::: Data :::
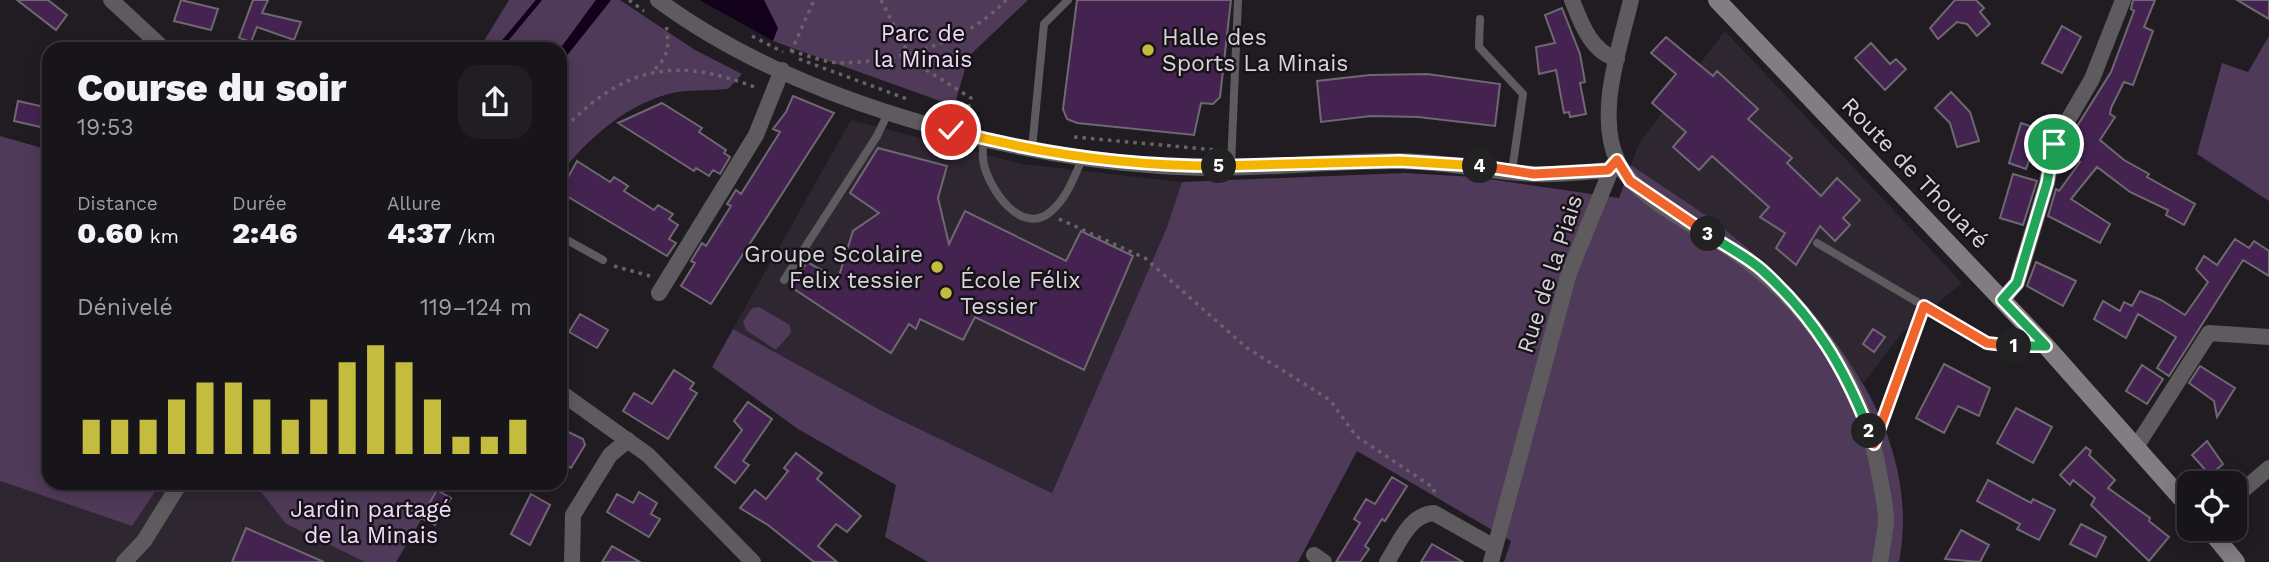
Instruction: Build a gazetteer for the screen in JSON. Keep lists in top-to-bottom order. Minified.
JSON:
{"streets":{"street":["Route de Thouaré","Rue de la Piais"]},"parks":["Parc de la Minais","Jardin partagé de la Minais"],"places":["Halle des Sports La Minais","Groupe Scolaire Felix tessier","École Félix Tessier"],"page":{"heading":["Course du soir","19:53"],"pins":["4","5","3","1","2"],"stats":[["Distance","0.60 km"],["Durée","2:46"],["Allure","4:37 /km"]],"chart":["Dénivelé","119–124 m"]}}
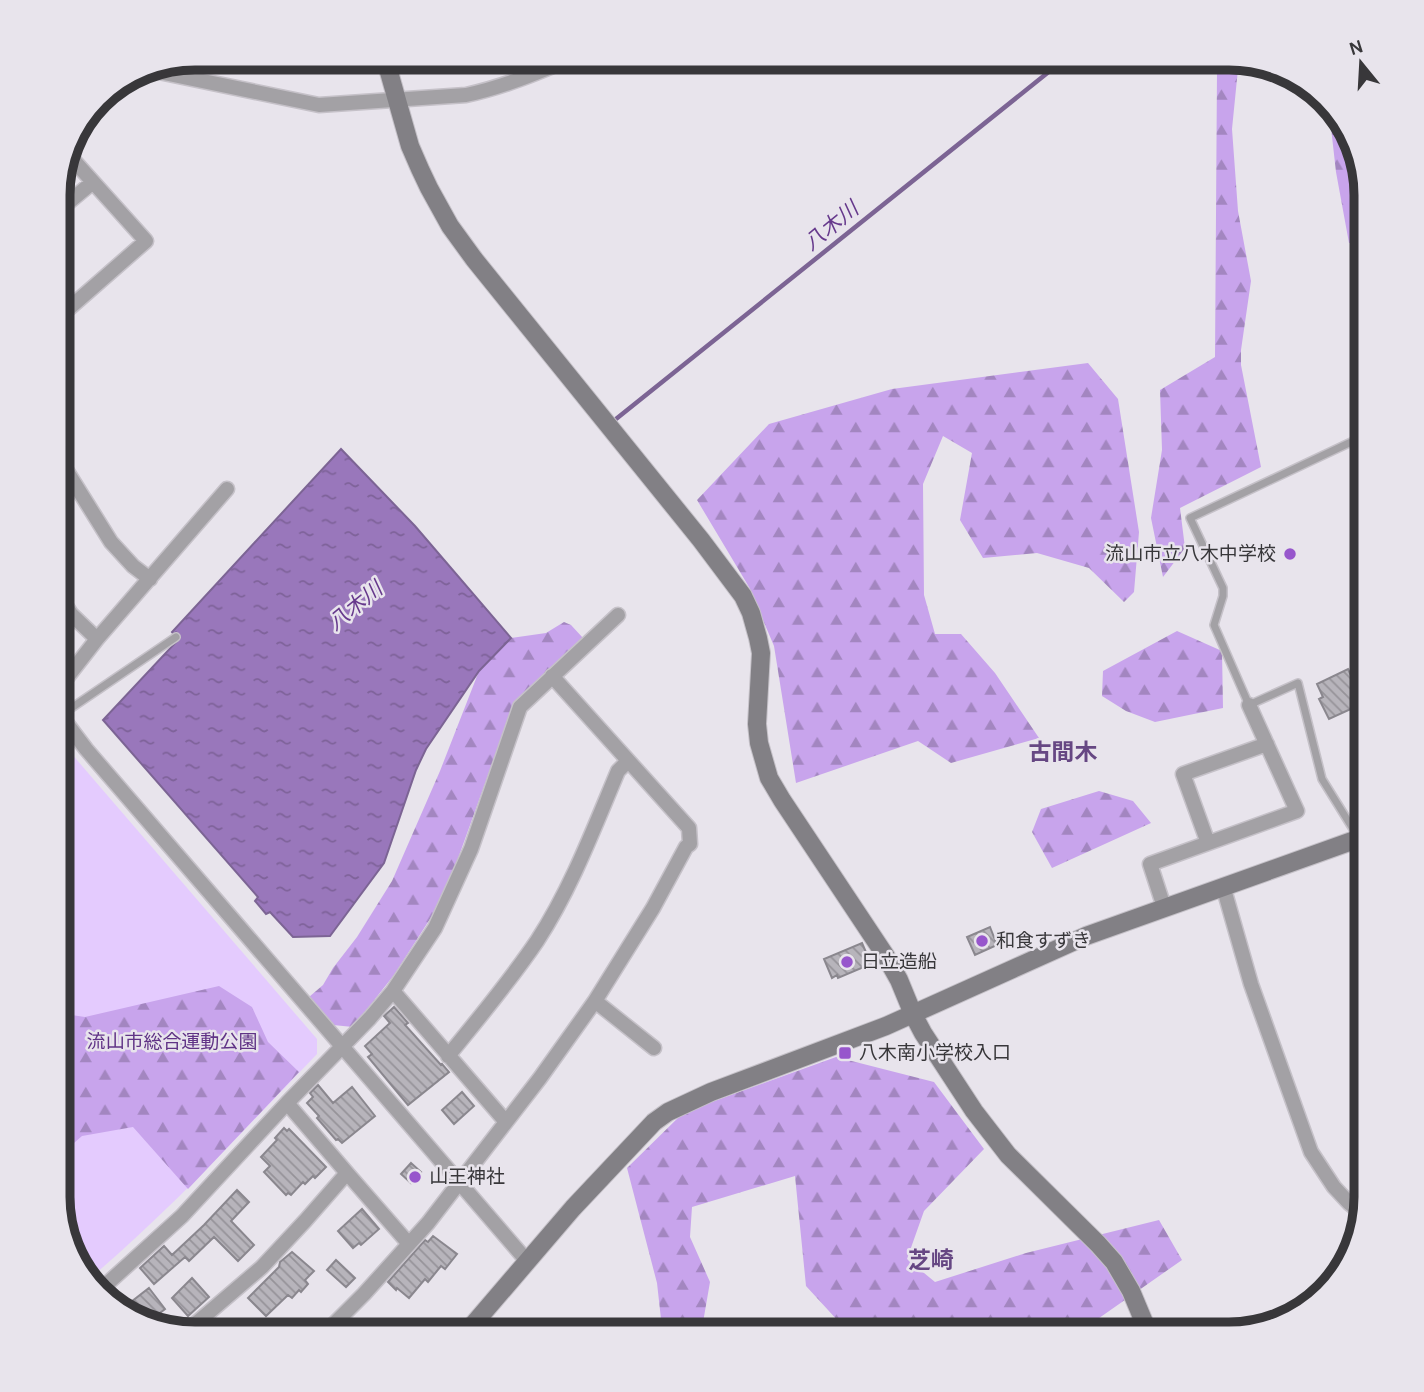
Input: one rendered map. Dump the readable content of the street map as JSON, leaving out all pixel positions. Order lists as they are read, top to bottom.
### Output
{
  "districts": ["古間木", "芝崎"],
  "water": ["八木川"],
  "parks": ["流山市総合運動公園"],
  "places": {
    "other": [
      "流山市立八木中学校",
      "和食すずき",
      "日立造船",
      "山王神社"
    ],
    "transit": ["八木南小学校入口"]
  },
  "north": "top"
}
:::
::: Data :::
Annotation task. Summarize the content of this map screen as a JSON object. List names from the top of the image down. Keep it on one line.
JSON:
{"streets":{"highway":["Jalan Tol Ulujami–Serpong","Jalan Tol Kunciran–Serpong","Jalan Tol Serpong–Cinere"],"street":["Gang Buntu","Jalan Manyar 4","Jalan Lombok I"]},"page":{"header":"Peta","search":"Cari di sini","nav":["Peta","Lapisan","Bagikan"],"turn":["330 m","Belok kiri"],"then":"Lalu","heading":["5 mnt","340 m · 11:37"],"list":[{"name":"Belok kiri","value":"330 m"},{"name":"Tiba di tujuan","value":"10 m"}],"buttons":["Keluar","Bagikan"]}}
:::
=== What the task requires ===
What lines in the records above include the string "lists"? Copy each one.

=== Solution to this task ===
Instruction: Build a gazetteer for the screen in JSON. Keep lists in top-to-bottom order. Minified.
Input: one rendered map. Dump the readable content of the street map as JSON, leaving out all pixel positions. Order lists as they are read, top to bottom.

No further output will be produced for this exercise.